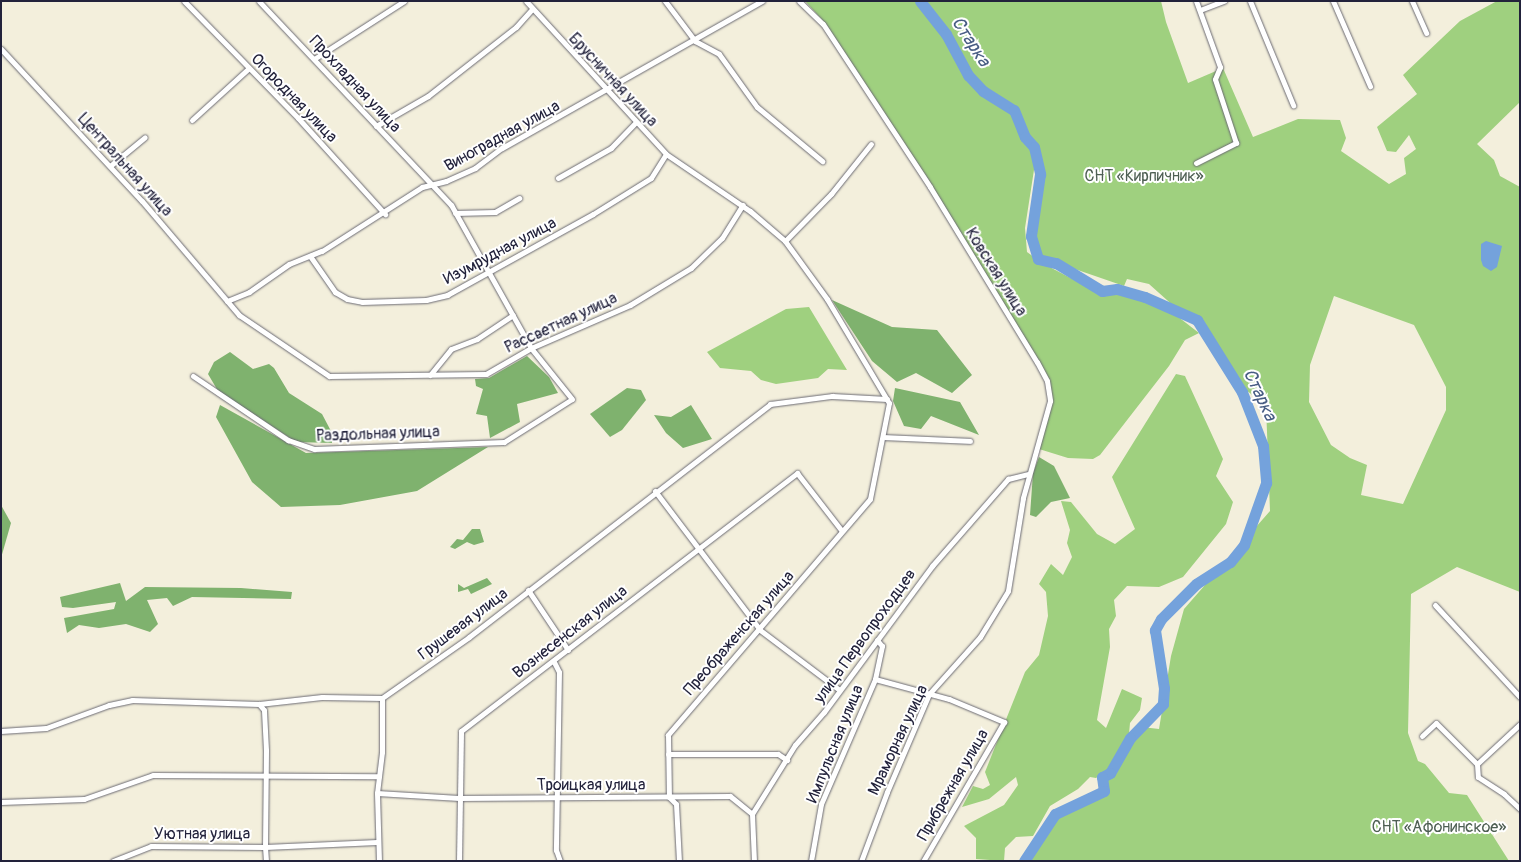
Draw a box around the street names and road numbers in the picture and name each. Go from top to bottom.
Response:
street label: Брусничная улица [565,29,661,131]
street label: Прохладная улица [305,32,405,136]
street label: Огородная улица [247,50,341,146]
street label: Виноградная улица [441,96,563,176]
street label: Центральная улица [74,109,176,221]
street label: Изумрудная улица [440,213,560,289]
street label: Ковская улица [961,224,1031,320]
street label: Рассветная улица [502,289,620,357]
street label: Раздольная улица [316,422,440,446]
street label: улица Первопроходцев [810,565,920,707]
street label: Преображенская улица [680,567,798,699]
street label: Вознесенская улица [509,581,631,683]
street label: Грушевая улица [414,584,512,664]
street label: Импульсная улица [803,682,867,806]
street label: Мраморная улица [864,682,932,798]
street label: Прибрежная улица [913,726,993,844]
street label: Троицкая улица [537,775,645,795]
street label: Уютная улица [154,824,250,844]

• Assignment: Before copying the material, set its pictures aside; then transcribe it word for word.

• Problem solution:
Draw a box around the street names and road numbers in the picture and name each. Go from top to bottom.
Response:
street label: Брусничная улица [565,29,661,131]
street label: Прохладная улица [305,32,405,136]
street label: Огородная улица [247,50,341,146]
street label: Виноградная улица [441,96,563,176]
street label: Центральная улица [74,109,176,221]
street label: Изумрудная улица [440,213,560,289]
street label: Ковская улица [961,224,1031,320]
street label: Рассветная улица [502,289,620,357]
street label: Раздольная улица [316,422,440,446]
street label: улица Первопроходцев [810,565,920,707]
street label: Преображенская улица [680,567,798,699]
street label: Вознесенская улица [509,581,631,683]
street label: Грушевая улица [414,584,512,664]
street label: Импульсная улица [803,682,867,806]
street label: Мраморная улица [864,682,932,798]
street label: Прибрежная улица [913,726,993,844]
street label: Троицкая улица [537,775,645,795]
street label: Уютная улица [154,824,250,844]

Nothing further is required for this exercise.